(Saved entries)
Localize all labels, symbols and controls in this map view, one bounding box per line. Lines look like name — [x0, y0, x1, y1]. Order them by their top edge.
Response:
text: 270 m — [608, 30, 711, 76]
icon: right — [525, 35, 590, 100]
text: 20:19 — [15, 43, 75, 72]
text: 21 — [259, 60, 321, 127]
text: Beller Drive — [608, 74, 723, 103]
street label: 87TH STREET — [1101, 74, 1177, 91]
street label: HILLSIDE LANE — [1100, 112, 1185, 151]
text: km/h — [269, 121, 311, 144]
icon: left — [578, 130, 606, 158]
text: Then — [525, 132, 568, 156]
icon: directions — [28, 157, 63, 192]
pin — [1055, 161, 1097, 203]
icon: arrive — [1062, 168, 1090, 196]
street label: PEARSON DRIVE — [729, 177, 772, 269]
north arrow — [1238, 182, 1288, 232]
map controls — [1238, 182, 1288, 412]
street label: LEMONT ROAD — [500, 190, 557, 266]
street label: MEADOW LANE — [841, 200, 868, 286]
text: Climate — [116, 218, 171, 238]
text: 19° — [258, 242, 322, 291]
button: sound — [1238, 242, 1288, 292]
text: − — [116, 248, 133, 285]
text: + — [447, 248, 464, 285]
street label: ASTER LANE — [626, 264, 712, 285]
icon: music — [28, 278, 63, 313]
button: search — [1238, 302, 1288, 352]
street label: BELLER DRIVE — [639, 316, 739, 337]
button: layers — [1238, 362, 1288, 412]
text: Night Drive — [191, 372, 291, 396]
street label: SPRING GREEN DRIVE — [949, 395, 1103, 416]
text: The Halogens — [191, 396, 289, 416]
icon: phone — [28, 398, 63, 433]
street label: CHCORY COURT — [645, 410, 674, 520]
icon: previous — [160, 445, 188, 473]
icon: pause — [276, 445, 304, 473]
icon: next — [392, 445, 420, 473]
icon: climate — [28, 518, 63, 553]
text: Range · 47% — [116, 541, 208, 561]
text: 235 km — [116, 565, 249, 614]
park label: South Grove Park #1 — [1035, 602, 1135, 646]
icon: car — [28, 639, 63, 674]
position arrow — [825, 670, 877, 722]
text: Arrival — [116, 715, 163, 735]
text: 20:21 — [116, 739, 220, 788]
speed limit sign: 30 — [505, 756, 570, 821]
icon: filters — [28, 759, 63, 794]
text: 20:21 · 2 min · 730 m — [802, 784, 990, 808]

The task: Your answer should be an exact transcription of the data above.

Finished exercise:
Localize all labels, symbols and controls in this map view, one bounding box per line. Lines look like name — [x0, y0, x1, y1]. Order them by their top edge.
Response:
text: 270 m — [608, 30, 711, 76]
icon: right — [525, 35, 590, 100]
text: 20:19 — [15, 43, 75, 72]
text: 21 — [259, 60, 321, 127]
text: Beller Drive — [608, 74, 723, 103]
street label: 87TH STREET — [1101, 74, 1177, 91]
street label: HILLSIDE LANE — [1100, 112, 1185, 151]
text: km/h — [269, 121, 311, 144]
icon: left — [578, 130, 606, 158]
text: Then — [525, 132, 568, 156]
icon: directions — [28, 157, 63, 192]
pin — [1055, 161, 1097, 203]
icon: arrive — [1062, 168, 1090, 196]
street label: PEARSON DRIVE — [729, 177, 772, 269]
north arrow — [1238, 182, 1288, 232]
map controls — [1238, 182, 1288, 412]
street label: LEMONT ROAD — [500, 190, 557, 266]
street label: MEADOW LANE — [841, 200, 868, 286]
text: Climate — [116, 218, 171, 238]
text: 19° — [258, 242, 322, 291]
button: sound — [1238, 242, 1288, 292]
text: − — [116, 248, 133, 285]
text: + — [447, 248, 464, 285]
street label: ASTER LANE — [626, 264, 712, 285]
icon: music — [28, 278, 63, 313]
button: search — [1238, 302, 1288, 352]
street label: BELLER DRIVE — [639, 316, 739, 337]
button: layers — [1238, 362, 1288, 412]
text: Night Drive — [191, 372, 291, 396]
street label: SPRING GREEN DRIVE — [949, 395, 1103, 416]
text: The Halogens — [191, 396, 289, 416]
icon: phone — [28, 398, 63, 433]
street label: CHCORY COURT — [645, 410, 674, 520]
icon: previous — [160, 445, 188, 473]
icon: pause — [276, 445, 304, 473]
icon: next — [392, 445, 420, 473]
icon: climate — [28, 518, 63, 553]
text: Range · 47% — [116, 541, 208, 561]
text: 235 km — [116, 565, 249, 614]
park label: South Grove Park #1 — [1035, 602, 1135, 646]
icon: car — [28, 639, 63, 674]
position arrow — [825, 670, 877, 722]
text: Arrival — [116, 715, 163, 735]
text: 20:21 — [116, 739, 220, 788]
speed limit sign: 30 — [505, 756, 570, 821]
icon: filters — [28, 759, 63, 794]
text: 20:21 · 2 min · 730 m — [802, 784, 990, 808]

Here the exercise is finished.